Extracted information below:

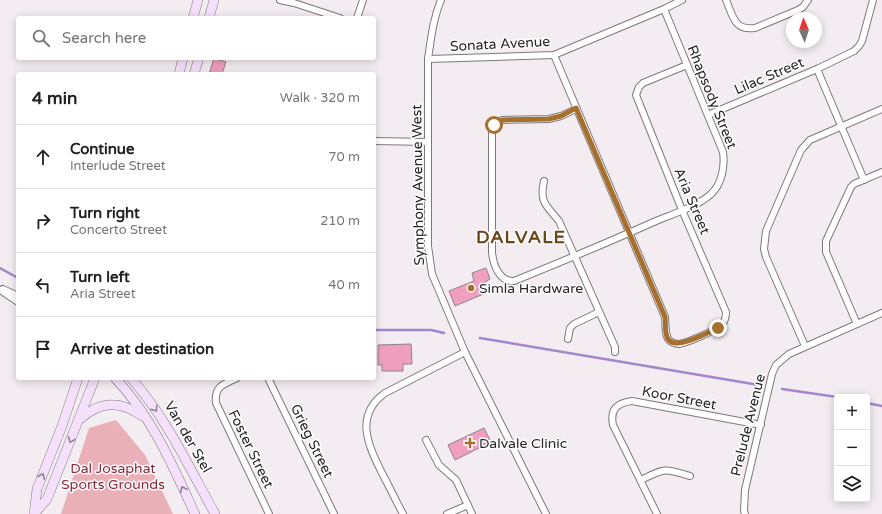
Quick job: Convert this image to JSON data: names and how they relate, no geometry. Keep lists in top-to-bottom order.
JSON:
{
  "streets": {
    "main road": ["Van der Stel"],
    "street": [
      "Sonata Avenue",
      "Lilac Street",
      "Rhapsody Street",
      "Symphony Avenue West",
      "Aria Street",
      "Koor Street",
      "Prelude Avenue",
      "Grieg Street",
      "Foster Street"
    ]
  },
  "crossings": [
    ["Sonata Avenue", "Rhapsody Street"],
    ["Sonata Avenue", "Symphony Avenue West"],
    ["Lilac Street", "Rhapsody Street"],
    ["Rhapsody Street", "Aria Street"],
    ["Koor Street", "Prelude Avenue"]
  ],
  "districts": ["DALVALE"],
  "parks": ["Dal Josaphat Sports Grounds"],
  "places": {
    "other": ["Simla Hardware"],
    "health": ["Dalvale Clinic"]
  },
  "north": "top",
  "page": {
    "search": "Search here",
    "heading": ["4 min", "Walk · 320 m"],
    "list": [
      ["Continue", "Interlude Street", "70 m"],
      ["Turn right", "Concerto Street", "210 m"],
      ["Turn left", "Aria Street", "40 m"],
      "Arrive at destination"
    ],
    "map_buttons": ["+", "−"]
  }
}
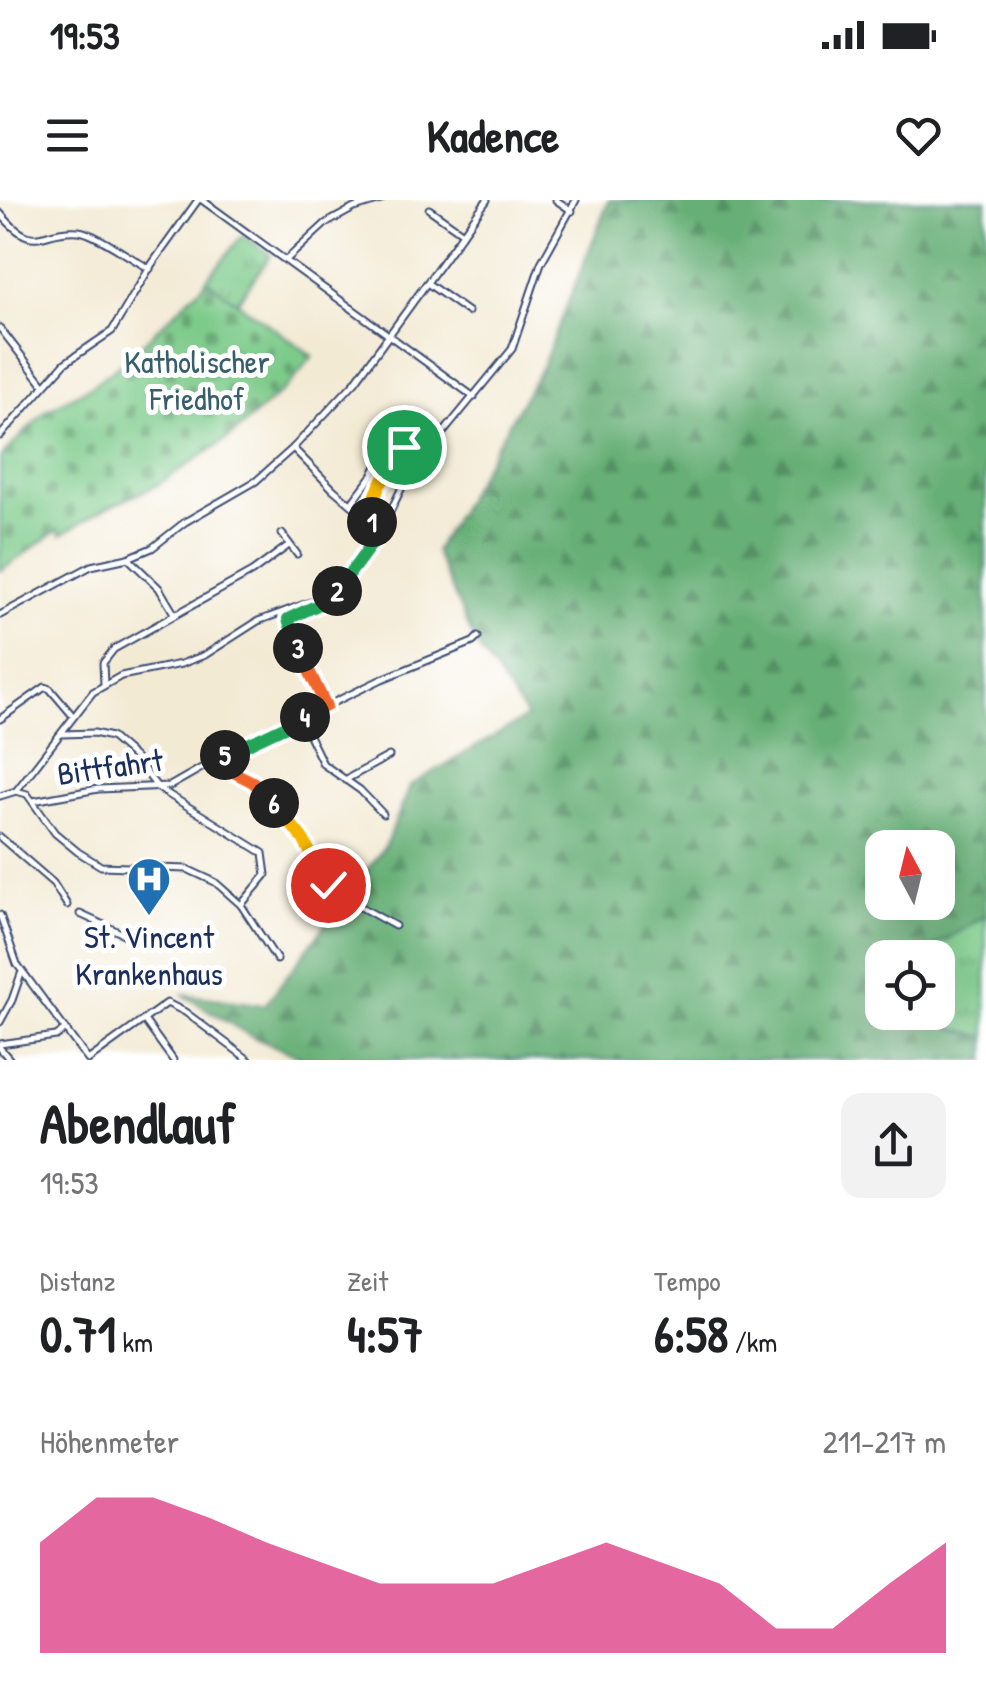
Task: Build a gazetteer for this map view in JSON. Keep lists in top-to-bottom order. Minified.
{"streets":{"street":["Bittfahrt"]},"parks":["Katholischer Friedhof"],"places":{"hospital":["St. Vincent Krankenhaus"]},"north":"top","page":{"status":"19:53","header":"Kadence","pins":["1","2","3","4","5","6"],"heading":["Abendlauf","19:53"],"stats":[["Distanz","0.71 km"],["Zeit","4:57"],["Tempo","6:58 /km"]],"chart":["Höhenmeter","211–217 m"]}}
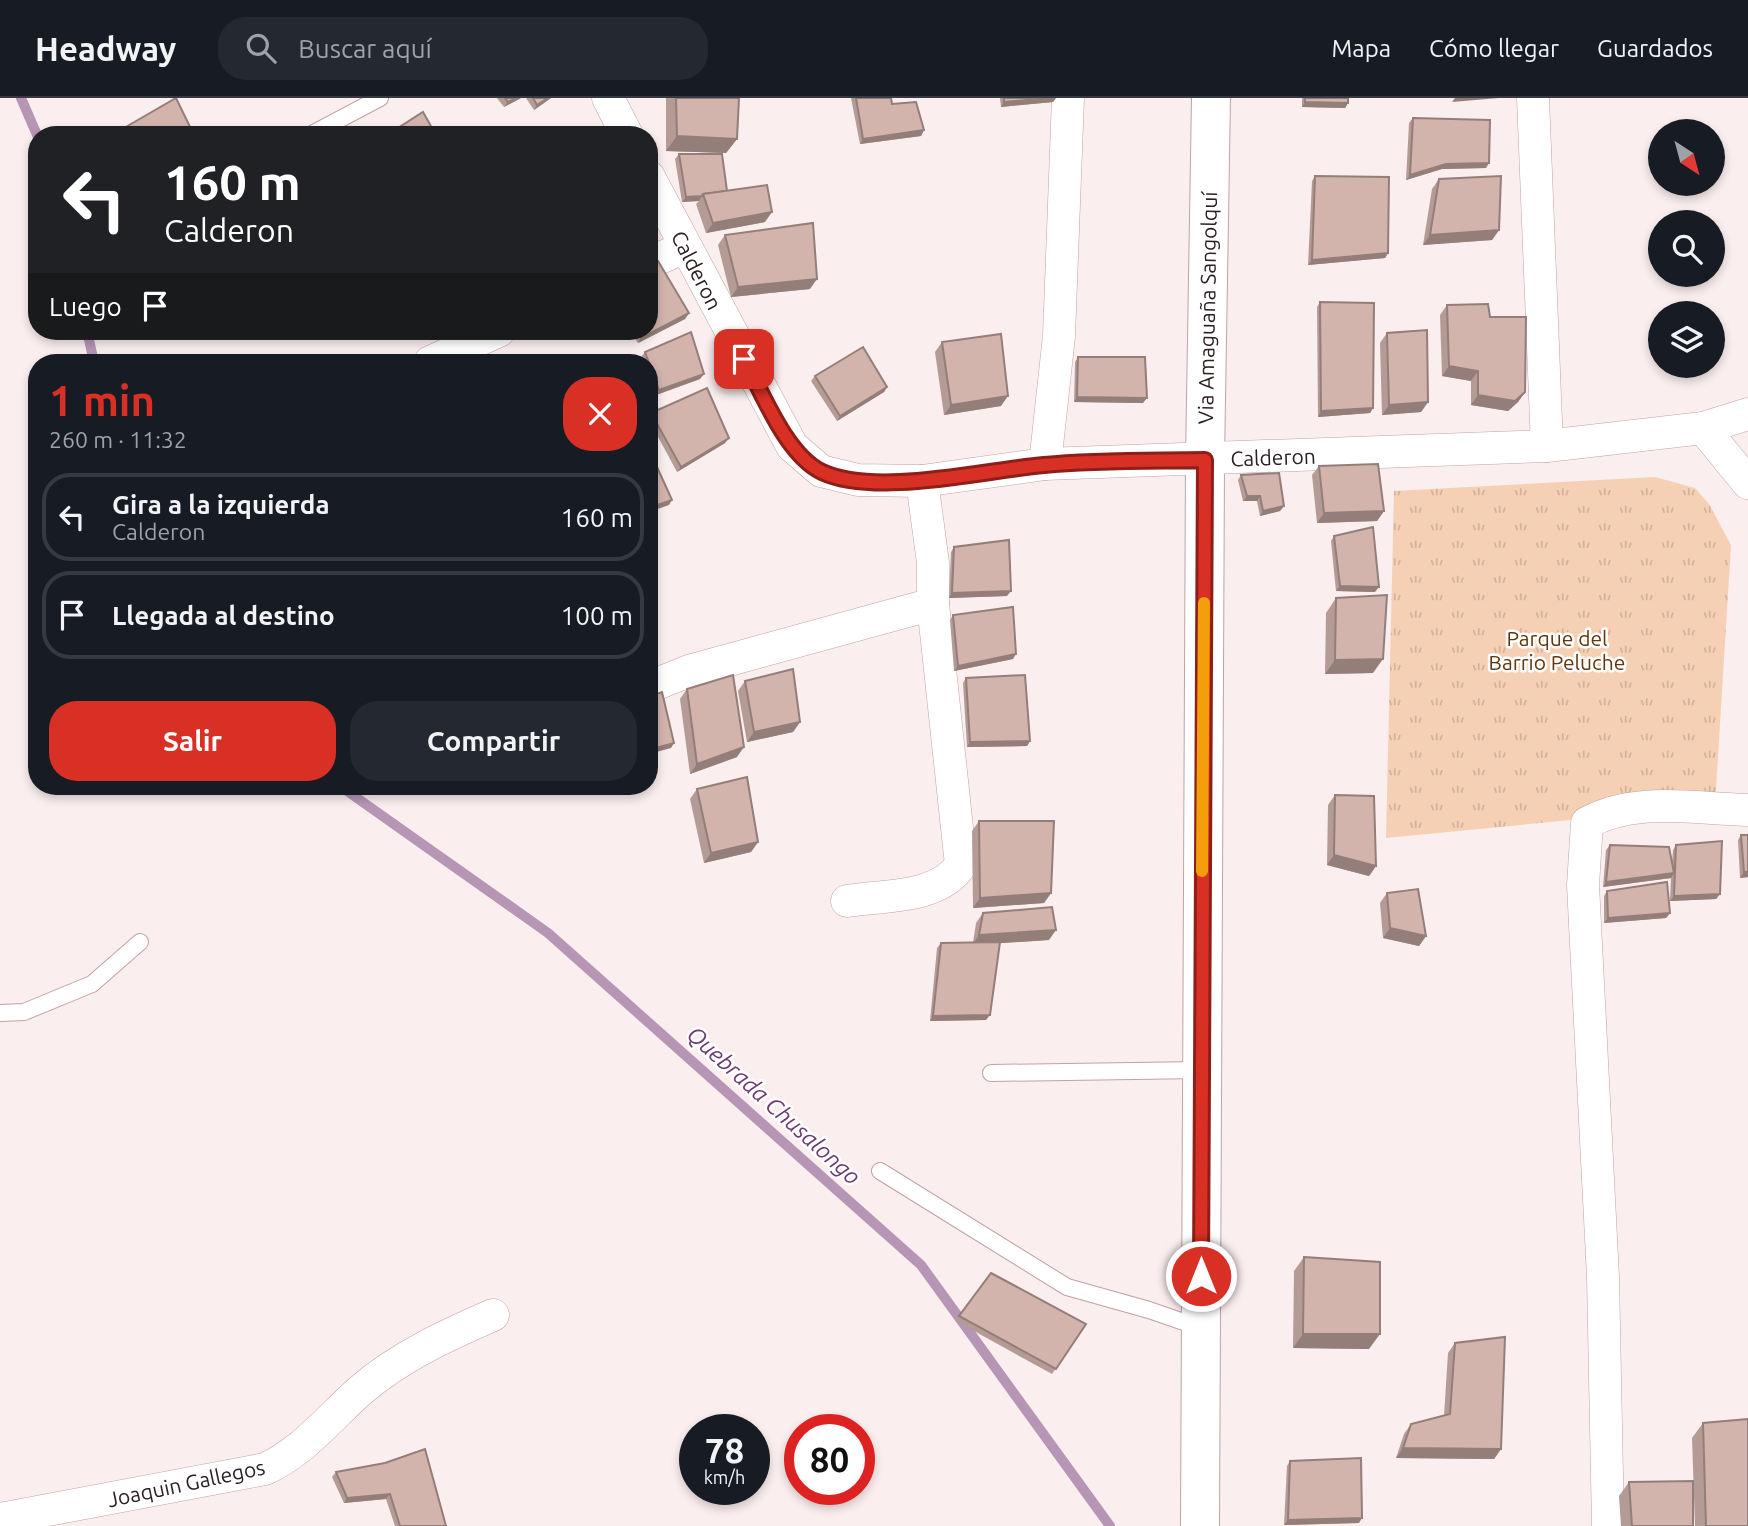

End of Extracted information.

What is required: From the first line to the last, output the records exactly without pictures.

Response area:
Quick job: Convert this image to JSON data: names and how they relate, no geometry. Keep lists in top-to-bottom order.
JSON:
{
  "streets": {
    "main road": ["Van der Stel"],
    "street": [
      "Sonata Avenue",
      "Lilac Street",
      "Rhapsody Street",
      "Symphony Avenue West",
      "Aria Street",
      "Koor Street",
      "Prelude Avenue",
      "Grieg Street",
      "Foster Street"
    ]
  },
  "crossings": [
    ["Sonata Avenue", "Rhapsody Street"],
    ["Sonata Avenue", "Symphony Avenue West"],
    ["Lilac Street", "Rhapsody Street"],
    ["Rhapsody Street", "Aria Street"],
    ["Koor Street", "Prelude Avenue"]
  ],
  "districts": ["DALVALE"],
  "parks": ["Dal Josaphat Sports Grounds"],
  "places": {
    "other": ["Simla Hardware"],
    "health": ["Dalvale Clinic"]
  },
  "north": "top",
  "page": {
    "search": "Search here",
    "heading": ["4 min", "Walk · 320 m"],
    "list": [
      ["Continue", "Interlude Street", "70 m"],
      ["Turn right", "Concerto Street", "210 m"],
      ["Turn left", "Aria Street", "40 m"],
      "Arrive at destination"
    ],
    "map_buttons": ["+", "−"]
  }
}
Task: Build a gazetteer for this map view in JSON. Keep lists in top-to-bottom order. Minified.
{"streets":{"street":["Bittfahrt"]},"parks":["Katholischer Friedhof"],"places":{"hospital":["St. Vincent Krankenhaus"]},"north":"top","page":{"status":"19:53","header":"Kadence","pins":["1","2","3","4","5","6"],"heading":["Abendlauf","19:53"],"stats":[["Distanz","0.71 km"],["Zeit","4:57"],["Tempo","6:58 /km"]],"chart":["Höhenmeter","211–217 m"]}}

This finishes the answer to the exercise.